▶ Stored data
◆ ◆ ◆ ◆

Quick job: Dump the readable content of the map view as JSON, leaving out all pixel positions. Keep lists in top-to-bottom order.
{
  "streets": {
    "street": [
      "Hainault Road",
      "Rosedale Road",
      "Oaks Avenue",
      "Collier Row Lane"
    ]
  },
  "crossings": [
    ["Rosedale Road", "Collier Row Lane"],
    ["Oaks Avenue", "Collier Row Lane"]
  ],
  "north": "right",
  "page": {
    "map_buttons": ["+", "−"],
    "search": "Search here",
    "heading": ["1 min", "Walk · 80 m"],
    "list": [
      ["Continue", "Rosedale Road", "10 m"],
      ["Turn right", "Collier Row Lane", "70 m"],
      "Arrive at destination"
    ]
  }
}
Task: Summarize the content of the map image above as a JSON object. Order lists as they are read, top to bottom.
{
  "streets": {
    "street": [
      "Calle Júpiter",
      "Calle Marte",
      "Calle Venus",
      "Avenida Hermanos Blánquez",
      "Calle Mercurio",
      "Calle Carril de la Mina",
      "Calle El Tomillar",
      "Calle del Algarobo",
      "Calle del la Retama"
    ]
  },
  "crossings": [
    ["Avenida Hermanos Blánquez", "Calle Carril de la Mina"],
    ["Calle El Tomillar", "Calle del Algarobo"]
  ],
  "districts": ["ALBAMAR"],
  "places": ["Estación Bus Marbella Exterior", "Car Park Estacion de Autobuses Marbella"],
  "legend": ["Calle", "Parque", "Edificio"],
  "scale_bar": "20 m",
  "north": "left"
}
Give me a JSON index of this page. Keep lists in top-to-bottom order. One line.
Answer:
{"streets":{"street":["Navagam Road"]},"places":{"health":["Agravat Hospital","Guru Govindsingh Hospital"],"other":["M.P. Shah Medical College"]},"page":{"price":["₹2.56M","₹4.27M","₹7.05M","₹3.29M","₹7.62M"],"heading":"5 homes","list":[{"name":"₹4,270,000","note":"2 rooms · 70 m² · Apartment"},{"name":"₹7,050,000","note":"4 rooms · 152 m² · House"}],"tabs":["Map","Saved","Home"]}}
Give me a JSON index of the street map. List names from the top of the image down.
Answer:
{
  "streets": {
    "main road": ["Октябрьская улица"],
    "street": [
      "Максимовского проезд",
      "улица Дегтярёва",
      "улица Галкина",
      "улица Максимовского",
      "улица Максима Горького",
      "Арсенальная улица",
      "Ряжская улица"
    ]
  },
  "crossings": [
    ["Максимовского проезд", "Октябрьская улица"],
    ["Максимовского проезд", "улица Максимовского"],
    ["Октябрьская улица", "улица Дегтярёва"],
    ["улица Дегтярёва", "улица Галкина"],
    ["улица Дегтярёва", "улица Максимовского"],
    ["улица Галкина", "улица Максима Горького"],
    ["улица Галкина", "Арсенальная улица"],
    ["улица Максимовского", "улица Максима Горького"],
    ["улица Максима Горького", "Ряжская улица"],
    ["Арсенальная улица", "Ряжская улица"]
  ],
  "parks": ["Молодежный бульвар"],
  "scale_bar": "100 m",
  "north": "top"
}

◆ ◆ ◆ ◆

▶ DIRECTIONS
Above are the entries. Output exactly the lines beginning with the line that has "Task: Summarize the" and ending with the line that has "Give me a JSON index of this".

▶ REPLY TO THE TASK
Task: Summarize the content of the map image above as a JSON object. Order lists as they are read, top to bottom.
{
  "streets": {
    "street": [
      "Calle Júpiter",
      "Calle Marte",
      "Calle Venus",
      "Avenida Hermanos Blánquez",
      "Calle Mercurio",
      "Calle Carril de la Mina",
      "Calle El Tomillar",
      "Calle del Algarobo",
      "Calle del la Retama"
    ]
  },
  "crossings": [
    ["Avenida Hermanos Blánquez", "Calle Carril de la Mina"],
    ["Calle El Tomillar", "Calle del Algarobo"]
  ],
  "districts": ["ALBAMAR"],
  "places": ["Estación Bus Marbella Exterior", "Car Park Estacion de Autobuses Marbella"],
  "legend": ["Calle", "Parque", "Edificio"],
  "scale_bar": "20 m",
  "north": "left"
}
Give me a JSON index of this page. Keep lists in top-to-bottom order. One line.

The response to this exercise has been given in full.